Mugar called the Pentagon looking for howitzers and also went through the Yellow Pages to find fireworks, according to the Globe.
All of the effort was worth it. They hoped for 15,000 spectators, and got 75,000. But, two years later, they got even more than they had ever expected.
In 1976, in celebration of the nation’s bicentennial, more than 400,000 people crowded the Esplanade and the concert made the Guinness Book of World Records for “largest audience in the history of orchestral concerts,’’ according to the Boston Pops website. It beat the record in 1998, when more than 500,000 people attended, which is now standard.
The concert was televised for a national audience for more than 25 years, but the broadcast was pulled in 2013 after the CBS network decided not to renew its contract with the show’s producers.

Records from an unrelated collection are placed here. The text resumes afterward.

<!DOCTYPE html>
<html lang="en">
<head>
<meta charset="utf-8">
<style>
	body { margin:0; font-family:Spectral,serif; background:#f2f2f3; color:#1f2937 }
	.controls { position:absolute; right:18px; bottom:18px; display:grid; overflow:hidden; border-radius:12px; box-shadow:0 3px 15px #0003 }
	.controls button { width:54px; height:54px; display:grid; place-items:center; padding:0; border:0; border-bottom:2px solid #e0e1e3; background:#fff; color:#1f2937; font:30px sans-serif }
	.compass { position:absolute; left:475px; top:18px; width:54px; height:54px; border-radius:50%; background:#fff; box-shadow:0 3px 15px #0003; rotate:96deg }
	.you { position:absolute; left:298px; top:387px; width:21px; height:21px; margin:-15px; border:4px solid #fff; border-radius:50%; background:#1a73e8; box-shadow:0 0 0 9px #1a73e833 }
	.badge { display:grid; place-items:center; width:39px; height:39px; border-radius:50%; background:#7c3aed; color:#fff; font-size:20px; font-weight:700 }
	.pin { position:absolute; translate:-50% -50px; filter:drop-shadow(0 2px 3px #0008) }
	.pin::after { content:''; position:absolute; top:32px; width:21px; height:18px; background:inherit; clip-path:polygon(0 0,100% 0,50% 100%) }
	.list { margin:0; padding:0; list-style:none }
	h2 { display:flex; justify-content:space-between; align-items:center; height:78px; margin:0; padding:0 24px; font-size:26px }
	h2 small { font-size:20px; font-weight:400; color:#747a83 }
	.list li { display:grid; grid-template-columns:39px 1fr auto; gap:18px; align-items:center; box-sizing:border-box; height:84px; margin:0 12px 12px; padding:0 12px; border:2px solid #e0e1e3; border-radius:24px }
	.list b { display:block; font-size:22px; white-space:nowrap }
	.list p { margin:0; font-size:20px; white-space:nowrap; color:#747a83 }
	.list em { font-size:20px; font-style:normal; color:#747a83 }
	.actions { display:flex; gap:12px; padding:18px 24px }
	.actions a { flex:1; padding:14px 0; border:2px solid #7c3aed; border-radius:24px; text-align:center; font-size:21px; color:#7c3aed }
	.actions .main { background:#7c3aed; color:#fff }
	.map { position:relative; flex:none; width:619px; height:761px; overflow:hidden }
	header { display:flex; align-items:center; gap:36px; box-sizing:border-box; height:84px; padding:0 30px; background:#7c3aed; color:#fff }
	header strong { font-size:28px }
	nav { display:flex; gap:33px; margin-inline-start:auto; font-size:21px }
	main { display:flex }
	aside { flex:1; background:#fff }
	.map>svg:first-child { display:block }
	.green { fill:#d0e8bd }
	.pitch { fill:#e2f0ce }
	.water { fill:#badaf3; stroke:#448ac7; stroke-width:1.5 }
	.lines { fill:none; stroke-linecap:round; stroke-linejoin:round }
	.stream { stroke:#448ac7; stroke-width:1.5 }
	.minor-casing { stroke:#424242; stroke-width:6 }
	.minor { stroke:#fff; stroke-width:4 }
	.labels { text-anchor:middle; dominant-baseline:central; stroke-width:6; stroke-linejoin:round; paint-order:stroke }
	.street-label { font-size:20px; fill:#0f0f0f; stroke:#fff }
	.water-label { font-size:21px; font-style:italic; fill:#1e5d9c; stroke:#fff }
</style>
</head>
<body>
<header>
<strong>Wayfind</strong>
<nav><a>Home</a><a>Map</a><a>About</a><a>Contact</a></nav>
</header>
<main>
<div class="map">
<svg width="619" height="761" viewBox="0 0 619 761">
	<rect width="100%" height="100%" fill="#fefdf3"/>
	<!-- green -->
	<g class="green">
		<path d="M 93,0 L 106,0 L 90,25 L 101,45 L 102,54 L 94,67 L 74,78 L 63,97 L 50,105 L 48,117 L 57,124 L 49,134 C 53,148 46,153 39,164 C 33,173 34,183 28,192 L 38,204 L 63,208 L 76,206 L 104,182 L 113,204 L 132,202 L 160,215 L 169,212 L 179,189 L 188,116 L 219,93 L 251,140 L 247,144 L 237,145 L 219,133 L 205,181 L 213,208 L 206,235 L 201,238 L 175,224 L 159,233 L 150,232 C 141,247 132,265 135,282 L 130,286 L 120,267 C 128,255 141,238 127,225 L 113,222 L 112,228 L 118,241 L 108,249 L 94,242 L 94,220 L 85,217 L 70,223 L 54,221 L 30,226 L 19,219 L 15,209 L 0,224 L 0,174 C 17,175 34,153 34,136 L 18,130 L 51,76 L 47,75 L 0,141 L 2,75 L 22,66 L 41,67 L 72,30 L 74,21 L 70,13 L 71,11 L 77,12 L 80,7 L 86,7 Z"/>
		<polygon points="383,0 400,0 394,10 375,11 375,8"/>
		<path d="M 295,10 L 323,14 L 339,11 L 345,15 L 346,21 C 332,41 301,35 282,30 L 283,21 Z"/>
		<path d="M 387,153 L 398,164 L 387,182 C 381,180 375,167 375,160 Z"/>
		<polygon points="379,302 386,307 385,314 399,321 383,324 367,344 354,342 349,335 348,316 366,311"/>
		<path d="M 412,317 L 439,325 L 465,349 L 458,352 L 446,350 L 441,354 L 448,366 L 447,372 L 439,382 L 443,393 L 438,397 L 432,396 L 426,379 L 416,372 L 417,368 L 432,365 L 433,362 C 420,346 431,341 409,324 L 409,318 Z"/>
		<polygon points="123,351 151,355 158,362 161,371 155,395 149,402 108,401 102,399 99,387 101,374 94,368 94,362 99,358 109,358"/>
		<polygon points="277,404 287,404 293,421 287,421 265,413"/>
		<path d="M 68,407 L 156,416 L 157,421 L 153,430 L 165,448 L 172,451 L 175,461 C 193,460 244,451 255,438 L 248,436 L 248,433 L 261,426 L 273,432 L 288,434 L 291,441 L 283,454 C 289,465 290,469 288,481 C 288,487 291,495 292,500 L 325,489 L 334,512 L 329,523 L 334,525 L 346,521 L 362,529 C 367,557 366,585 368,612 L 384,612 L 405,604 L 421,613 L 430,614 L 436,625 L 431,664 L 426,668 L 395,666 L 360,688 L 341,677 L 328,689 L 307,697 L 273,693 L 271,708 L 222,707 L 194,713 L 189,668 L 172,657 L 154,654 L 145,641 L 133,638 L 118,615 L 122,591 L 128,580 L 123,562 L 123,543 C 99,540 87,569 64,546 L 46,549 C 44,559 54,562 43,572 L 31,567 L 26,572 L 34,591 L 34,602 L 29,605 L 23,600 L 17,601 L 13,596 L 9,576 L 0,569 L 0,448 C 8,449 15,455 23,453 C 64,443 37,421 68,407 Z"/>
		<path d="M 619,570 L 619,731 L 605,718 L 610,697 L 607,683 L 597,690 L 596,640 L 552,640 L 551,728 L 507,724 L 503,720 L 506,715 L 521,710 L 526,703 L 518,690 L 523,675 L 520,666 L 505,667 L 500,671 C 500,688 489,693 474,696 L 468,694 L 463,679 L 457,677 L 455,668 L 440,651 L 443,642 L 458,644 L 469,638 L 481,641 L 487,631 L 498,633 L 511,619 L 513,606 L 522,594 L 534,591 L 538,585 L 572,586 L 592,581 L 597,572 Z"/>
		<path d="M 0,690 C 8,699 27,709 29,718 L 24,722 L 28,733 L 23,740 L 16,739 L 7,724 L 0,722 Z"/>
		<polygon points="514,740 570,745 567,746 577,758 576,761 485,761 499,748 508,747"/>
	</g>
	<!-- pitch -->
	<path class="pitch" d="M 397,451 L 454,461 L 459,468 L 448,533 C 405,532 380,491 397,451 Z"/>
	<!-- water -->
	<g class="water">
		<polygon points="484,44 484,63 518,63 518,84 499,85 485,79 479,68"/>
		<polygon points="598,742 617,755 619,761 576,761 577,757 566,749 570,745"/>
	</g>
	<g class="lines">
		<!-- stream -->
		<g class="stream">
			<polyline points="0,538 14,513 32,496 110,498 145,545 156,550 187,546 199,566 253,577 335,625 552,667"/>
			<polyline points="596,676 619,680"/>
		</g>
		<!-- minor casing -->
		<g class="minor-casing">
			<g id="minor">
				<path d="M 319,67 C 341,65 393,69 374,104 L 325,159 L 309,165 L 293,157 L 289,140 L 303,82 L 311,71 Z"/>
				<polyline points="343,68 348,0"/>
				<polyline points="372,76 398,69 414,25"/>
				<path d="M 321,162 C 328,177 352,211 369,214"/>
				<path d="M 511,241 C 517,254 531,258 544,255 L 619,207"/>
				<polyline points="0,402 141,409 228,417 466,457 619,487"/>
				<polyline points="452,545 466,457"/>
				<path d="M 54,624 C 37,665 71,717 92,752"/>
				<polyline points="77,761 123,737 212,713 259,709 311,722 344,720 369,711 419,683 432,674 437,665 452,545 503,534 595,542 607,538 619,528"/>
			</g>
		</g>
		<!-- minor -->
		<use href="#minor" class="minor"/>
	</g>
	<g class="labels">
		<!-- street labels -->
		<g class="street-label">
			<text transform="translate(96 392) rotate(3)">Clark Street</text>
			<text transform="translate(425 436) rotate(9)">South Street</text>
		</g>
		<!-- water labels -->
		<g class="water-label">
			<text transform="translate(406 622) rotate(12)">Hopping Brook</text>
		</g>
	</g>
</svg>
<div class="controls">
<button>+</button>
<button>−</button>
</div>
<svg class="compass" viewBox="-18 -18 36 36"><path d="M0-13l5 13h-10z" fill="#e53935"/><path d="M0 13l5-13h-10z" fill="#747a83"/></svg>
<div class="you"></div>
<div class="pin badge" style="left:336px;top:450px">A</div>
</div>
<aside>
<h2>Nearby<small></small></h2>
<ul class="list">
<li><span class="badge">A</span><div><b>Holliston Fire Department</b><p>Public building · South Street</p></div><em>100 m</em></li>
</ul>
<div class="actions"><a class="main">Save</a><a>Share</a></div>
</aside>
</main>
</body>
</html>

Still, the performance is wildly popular, especially in its birthplace. These days, people wake up before sunrise, blankets in their arms, as they wait for the gates to open at 6 a.m.
Grover said that from his percussion perch in the back row of the Hatch Shell, which he said is one of the best views, he can see the huge crowd of people who are marveling at the music and the explosions of color in the sky. It makes the Fourth of July concert unlike any other.
“I’ve played the encore, ‘The Stars and Stripes Forever,’ thousands of times,’’ Grover, who noted he is not one for blind patriotism and protested the Vietnam War, said. “But every time, when I see the flag drop, I get chills.’’
When all hell broke loose, a tradition was born. And, for that, we thank you, Arthur Fiedler.